### Stored data entries
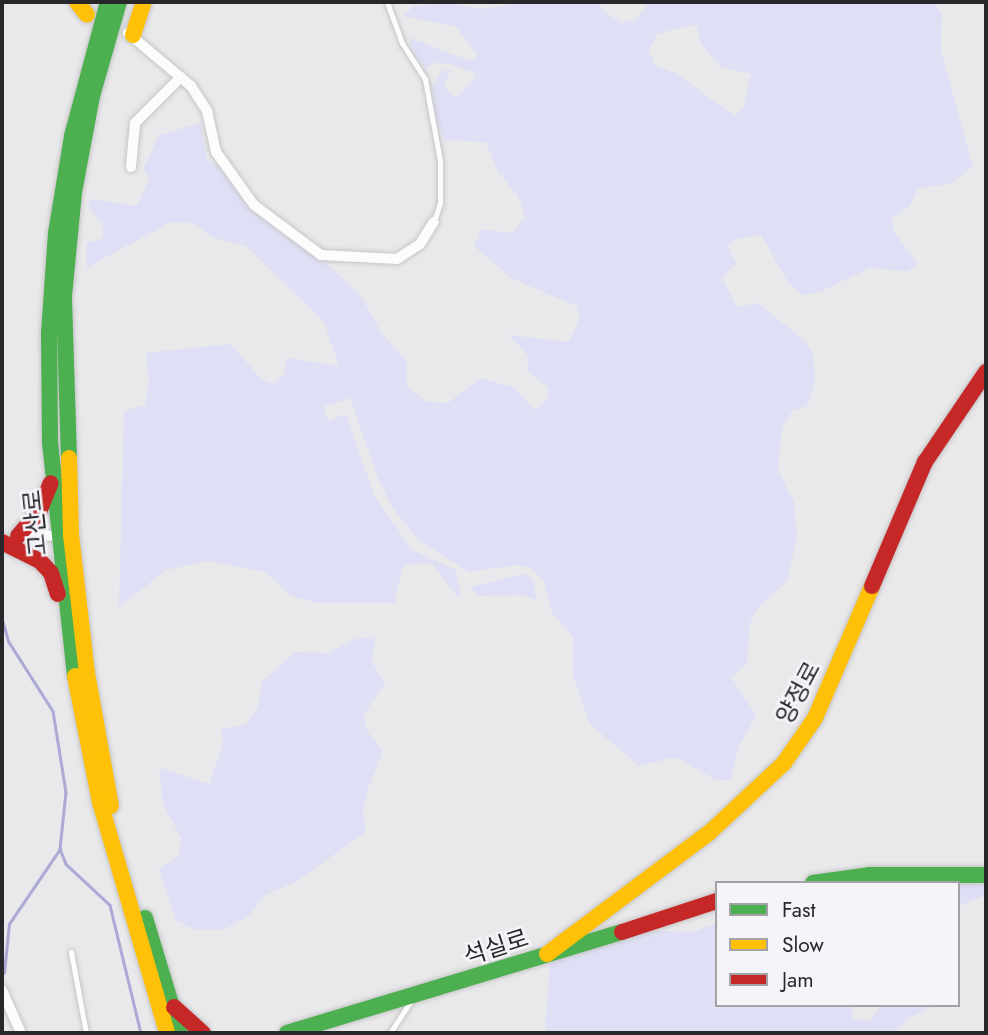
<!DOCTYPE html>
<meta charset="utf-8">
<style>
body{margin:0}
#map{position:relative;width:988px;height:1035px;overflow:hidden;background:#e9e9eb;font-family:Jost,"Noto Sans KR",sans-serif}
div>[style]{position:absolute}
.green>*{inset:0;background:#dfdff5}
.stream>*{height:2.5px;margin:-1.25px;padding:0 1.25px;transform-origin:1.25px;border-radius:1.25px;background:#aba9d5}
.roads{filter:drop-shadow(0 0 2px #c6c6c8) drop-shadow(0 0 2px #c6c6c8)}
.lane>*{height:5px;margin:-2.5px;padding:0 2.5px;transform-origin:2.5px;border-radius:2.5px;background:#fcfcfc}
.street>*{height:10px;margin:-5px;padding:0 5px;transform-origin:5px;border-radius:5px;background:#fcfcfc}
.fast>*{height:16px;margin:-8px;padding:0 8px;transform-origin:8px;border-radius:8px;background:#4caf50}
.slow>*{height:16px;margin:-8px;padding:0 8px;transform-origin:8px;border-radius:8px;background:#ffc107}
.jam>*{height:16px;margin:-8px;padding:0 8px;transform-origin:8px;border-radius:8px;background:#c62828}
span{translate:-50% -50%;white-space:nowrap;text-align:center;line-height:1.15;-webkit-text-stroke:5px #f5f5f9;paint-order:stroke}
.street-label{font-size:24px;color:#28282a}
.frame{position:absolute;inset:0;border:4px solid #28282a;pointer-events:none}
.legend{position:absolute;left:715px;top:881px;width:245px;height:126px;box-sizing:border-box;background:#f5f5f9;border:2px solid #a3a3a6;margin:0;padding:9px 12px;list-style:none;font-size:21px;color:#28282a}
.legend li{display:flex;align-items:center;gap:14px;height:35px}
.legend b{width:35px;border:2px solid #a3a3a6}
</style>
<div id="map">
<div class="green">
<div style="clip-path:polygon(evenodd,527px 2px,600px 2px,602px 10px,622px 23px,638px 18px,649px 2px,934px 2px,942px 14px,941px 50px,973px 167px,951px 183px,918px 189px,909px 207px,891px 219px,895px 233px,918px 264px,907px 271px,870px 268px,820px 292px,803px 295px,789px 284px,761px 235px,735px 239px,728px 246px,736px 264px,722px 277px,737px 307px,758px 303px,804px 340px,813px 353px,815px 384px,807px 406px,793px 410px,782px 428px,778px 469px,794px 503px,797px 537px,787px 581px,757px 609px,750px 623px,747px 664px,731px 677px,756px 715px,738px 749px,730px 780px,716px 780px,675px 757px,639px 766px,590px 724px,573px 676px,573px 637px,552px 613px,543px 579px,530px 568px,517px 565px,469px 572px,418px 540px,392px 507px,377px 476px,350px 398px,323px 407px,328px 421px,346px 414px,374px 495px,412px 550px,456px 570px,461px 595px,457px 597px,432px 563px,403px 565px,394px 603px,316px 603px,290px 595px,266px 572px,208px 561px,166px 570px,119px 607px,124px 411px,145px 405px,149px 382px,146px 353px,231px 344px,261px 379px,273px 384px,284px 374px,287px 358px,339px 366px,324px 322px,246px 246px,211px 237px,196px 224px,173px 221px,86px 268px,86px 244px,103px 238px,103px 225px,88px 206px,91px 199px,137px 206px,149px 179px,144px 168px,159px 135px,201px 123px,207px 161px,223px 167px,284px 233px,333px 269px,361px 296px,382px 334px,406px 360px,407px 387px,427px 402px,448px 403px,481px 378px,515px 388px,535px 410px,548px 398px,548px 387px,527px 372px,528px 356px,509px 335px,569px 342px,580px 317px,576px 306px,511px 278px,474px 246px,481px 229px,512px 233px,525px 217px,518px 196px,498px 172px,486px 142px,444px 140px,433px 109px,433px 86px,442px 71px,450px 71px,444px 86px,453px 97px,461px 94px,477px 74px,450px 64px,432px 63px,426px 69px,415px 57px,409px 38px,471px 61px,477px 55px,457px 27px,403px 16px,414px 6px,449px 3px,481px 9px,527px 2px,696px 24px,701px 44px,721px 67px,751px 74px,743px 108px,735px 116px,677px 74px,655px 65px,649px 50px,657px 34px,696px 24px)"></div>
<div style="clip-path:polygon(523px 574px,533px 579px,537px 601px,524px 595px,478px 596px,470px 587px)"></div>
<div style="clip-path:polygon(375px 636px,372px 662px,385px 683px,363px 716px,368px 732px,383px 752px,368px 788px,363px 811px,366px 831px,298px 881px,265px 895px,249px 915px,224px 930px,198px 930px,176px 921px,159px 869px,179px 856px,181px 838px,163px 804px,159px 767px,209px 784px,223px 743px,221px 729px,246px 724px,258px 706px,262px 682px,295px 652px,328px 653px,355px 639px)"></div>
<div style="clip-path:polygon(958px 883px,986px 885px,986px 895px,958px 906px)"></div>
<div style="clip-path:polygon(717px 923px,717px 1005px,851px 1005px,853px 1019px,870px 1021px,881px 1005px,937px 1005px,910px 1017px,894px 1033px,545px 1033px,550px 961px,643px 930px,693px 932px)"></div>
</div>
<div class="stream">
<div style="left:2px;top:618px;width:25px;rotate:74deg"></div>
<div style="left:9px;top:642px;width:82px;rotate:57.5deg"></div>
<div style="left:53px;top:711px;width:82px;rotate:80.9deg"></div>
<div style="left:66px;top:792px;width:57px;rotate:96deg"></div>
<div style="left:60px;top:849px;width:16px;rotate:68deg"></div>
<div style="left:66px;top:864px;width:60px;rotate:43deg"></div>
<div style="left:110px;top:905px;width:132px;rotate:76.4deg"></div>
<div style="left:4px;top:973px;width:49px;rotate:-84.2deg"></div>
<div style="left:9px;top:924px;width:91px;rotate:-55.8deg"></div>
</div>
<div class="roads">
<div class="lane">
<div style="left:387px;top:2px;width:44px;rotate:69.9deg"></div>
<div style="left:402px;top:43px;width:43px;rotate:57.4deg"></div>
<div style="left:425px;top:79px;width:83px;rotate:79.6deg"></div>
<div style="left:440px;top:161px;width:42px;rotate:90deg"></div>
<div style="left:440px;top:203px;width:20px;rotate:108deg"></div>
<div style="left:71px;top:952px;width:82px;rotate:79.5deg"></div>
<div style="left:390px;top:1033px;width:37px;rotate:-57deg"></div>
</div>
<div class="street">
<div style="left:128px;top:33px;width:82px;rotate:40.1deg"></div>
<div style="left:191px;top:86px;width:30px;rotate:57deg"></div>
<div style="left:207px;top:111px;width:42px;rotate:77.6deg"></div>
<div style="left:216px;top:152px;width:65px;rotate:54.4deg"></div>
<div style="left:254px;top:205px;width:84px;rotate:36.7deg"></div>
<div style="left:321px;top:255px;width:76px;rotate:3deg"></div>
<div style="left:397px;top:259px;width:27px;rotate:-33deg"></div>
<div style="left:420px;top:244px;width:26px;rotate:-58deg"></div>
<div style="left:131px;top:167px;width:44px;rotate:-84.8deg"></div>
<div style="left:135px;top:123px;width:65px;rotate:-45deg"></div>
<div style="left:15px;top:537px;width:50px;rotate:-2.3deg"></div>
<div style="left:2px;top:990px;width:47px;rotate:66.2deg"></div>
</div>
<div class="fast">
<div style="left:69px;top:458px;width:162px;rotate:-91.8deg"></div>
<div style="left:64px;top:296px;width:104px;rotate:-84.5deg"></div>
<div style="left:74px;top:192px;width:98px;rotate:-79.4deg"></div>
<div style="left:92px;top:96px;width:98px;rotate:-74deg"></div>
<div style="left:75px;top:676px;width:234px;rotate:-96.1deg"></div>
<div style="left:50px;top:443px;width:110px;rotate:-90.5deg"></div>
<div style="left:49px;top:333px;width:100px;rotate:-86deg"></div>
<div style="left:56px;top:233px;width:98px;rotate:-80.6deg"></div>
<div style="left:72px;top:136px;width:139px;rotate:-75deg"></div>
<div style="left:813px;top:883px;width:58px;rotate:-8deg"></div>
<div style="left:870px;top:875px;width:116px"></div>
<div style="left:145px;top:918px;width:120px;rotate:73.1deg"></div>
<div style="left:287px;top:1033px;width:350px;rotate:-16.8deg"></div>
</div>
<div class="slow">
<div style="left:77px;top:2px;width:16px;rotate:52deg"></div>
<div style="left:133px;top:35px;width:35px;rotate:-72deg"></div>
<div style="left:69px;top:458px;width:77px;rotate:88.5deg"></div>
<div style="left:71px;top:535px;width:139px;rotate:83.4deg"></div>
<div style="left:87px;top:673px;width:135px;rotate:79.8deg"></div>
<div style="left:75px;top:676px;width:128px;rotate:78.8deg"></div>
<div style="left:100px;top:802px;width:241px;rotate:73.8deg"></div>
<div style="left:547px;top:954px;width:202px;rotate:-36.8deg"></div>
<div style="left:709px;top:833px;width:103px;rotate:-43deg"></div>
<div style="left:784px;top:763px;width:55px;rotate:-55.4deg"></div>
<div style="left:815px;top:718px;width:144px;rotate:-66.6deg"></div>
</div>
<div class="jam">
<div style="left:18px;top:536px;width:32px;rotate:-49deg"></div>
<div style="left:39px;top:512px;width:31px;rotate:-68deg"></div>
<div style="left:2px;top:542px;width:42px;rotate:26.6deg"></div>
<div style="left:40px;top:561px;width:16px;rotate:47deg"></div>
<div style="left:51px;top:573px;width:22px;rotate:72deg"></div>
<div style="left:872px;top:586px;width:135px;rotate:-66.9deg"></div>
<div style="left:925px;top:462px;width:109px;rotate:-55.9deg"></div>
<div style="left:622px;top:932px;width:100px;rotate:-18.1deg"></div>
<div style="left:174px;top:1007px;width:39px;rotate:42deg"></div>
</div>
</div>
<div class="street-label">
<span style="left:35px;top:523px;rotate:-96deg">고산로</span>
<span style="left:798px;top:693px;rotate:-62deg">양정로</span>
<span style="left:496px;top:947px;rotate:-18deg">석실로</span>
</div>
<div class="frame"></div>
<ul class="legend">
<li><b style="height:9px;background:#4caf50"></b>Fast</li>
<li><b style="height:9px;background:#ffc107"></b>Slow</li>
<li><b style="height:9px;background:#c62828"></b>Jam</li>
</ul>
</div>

==

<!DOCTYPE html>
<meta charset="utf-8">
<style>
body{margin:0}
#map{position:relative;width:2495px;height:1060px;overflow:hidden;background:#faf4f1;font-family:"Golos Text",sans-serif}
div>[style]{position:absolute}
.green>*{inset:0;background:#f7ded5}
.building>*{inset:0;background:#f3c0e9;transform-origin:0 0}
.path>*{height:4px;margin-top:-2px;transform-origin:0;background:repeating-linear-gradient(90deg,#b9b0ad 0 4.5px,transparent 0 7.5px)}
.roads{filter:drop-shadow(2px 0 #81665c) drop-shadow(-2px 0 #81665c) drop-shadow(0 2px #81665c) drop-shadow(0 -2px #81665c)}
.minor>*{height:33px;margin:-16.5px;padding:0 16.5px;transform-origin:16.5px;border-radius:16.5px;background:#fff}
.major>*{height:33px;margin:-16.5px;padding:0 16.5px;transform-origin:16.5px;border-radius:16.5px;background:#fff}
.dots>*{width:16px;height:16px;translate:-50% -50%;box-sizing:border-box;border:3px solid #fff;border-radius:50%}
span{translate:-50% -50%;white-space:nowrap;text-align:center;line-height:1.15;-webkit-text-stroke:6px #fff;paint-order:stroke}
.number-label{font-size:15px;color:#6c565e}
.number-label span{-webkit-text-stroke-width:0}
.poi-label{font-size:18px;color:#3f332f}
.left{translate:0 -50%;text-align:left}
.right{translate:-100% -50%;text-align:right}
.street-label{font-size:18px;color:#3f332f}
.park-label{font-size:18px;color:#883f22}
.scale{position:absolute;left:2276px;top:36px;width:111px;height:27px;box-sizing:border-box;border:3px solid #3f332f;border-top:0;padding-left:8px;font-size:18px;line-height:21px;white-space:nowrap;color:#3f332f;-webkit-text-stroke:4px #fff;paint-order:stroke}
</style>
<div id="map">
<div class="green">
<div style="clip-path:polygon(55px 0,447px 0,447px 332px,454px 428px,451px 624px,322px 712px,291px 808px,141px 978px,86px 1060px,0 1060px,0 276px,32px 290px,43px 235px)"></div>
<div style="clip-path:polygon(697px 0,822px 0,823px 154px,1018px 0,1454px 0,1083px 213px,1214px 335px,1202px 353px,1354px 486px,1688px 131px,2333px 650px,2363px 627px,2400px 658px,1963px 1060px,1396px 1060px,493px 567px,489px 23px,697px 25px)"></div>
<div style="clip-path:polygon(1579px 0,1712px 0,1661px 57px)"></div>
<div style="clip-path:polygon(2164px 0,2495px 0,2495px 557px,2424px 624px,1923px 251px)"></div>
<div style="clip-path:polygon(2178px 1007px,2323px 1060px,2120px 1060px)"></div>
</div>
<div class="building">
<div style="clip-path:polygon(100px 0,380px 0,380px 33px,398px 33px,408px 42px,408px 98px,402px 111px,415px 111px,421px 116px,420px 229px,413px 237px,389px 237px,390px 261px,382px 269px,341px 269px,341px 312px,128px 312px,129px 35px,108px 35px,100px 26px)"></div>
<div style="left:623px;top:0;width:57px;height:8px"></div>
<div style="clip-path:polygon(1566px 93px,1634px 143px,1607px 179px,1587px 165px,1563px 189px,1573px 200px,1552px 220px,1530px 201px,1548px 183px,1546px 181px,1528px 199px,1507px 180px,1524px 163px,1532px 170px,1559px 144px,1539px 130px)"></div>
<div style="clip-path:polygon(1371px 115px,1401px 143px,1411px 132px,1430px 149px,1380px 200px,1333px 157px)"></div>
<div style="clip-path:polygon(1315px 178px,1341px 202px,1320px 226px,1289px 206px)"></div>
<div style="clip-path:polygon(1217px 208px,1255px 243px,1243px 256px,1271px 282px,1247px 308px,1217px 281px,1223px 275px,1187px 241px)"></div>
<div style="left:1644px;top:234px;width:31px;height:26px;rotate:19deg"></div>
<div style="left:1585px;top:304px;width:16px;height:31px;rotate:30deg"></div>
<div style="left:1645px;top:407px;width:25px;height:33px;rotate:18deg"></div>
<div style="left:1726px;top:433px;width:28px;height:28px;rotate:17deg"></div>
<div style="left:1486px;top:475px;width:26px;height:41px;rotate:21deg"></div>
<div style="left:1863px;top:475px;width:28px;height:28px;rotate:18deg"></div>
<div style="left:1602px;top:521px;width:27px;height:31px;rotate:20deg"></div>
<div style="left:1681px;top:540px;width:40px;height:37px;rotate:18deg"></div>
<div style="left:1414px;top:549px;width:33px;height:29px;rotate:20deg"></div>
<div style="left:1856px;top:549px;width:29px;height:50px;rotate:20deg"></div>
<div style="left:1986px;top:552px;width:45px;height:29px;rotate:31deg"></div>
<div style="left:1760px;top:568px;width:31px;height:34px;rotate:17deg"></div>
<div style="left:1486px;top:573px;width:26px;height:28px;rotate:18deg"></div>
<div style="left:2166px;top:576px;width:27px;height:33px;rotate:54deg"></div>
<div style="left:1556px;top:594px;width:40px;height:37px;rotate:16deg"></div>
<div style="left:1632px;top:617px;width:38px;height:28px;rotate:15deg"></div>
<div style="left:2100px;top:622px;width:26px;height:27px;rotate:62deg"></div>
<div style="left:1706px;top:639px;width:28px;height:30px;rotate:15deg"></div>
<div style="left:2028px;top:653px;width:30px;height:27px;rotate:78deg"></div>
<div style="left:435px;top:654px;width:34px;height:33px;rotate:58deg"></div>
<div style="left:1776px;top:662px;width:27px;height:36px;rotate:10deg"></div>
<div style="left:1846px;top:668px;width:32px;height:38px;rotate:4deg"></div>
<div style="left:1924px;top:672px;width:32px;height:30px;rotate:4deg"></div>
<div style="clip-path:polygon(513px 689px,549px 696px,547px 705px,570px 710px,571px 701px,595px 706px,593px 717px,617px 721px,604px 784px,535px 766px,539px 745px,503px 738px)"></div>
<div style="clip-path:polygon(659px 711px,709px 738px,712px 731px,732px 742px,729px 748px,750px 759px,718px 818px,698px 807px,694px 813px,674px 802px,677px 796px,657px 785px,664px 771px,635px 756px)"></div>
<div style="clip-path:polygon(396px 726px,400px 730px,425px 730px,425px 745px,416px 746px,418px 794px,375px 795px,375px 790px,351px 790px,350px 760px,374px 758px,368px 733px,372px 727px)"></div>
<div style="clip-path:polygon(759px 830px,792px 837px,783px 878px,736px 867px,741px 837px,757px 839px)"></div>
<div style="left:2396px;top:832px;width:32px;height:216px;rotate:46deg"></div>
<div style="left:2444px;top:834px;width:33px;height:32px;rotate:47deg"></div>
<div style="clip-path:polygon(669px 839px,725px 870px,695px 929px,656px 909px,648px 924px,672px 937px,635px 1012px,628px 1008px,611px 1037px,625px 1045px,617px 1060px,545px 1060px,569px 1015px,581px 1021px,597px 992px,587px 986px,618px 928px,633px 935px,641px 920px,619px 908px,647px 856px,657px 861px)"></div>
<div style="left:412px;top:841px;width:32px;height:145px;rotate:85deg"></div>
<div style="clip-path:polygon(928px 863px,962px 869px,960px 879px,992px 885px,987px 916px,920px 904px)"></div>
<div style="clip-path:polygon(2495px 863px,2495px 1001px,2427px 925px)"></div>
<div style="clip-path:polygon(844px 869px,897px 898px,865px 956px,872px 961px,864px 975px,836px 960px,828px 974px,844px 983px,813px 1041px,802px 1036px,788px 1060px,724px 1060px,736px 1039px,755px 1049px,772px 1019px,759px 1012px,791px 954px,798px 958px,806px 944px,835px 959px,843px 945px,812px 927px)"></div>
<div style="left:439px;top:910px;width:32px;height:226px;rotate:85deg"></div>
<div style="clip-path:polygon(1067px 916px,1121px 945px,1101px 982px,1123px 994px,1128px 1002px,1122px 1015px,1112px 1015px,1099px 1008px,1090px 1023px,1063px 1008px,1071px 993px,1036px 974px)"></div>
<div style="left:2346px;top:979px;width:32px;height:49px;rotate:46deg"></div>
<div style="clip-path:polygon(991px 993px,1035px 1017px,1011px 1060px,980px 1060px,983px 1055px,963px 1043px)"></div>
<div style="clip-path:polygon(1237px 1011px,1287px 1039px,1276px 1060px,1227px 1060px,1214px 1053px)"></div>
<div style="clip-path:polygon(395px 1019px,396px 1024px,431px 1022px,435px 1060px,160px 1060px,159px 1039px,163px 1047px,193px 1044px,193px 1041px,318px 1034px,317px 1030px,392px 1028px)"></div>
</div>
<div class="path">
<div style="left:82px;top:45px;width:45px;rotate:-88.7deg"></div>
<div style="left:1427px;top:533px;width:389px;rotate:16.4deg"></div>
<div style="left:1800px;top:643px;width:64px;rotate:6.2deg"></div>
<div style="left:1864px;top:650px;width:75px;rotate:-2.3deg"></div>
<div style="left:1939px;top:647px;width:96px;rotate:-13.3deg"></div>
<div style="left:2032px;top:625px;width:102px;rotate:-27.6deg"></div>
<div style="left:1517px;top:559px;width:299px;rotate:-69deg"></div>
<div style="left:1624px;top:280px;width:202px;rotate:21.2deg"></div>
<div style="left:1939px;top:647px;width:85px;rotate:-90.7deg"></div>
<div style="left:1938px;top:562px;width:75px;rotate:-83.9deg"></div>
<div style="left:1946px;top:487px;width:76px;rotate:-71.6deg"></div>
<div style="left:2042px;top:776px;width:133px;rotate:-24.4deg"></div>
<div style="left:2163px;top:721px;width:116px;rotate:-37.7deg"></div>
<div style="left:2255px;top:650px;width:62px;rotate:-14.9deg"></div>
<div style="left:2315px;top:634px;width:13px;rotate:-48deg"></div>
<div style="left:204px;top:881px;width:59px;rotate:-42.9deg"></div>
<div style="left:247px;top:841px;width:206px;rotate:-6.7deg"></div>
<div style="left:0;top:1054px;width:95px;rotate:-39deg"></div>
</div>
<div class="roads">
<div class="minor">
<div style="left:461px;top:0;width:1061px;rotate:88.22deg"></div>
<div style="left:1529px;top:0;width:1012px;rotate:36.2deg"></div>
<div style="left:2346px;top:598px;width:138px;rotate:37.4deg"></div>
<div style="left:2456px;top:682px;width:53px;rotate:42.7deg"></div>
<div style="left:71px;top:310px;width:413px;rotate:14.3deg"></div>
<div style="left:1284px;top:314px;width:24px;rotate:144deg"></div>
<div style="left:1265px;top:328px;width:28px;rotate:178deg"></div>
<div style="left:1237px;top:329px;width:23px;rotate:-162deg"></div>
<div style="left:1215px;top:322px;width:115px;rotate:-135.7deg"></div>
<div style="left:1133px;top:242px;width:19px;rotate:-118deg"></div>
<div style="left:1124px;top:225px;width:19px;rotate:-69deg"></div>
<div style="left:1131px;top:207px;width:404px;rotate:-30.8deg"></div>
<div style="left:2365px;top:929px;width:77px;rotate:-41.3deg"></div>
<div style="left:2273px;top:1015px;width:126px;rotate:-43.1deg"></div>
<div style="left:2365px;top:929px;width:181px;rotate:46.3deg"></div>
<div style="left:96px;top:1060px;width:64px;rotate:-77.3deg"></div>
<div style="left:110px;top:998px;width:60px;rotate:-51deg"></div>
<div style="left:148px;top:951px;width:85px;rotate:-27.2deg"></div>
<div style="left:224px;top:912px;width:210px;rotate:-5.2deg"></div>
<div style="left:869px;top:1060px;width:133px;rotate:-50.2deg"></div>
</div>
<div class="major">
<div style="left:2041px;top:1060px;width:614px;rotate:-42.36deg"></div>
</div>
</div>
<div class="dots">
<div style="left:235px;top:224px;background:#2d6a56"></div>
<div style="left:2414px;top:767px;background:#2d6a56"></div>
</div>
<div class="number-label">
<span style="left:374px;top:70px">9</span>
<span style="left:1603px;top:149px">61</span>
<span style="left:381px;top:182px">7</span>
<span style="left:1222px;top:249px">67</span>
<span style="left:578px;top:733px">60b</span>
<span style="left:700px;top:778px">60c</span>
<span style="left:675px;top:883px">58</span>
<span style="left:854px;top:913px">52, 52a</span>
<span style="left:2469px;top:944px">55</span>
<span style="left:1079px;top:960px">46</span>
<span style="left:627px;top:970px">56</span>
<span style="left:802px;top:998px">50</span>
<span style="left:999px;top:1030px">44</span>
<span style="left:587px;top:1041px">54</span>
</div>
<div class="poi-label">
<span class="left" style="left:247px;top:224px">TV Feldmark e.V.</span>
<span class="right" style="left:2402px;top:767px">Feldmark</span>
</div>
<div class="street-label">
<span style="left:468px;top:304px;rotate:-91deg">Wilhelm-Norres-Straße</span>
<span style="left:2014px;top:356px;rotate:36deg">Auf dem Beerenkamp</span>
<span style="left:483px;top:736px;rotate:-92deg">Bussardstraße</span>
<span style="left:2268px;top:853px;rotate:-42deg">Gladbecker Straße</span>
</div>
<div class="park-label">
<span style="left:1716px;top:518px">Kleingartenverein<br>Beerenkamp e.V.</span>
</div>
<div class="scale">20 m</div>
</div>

### Task directions
Copy out all the lines of the records that include "drop".

### Solution
.roads{filter:drop-shadow(0 0 2px #c6c6c8) drop-shadow(0 0 2px #c6c6c8)}
.roads{filter:drop-shadow(2px 0 #81665c) drop-shadow(-2px 0 #81665c) drop-shadow(0 2px #81665c) drop-shadow(0 -2px #81665c)}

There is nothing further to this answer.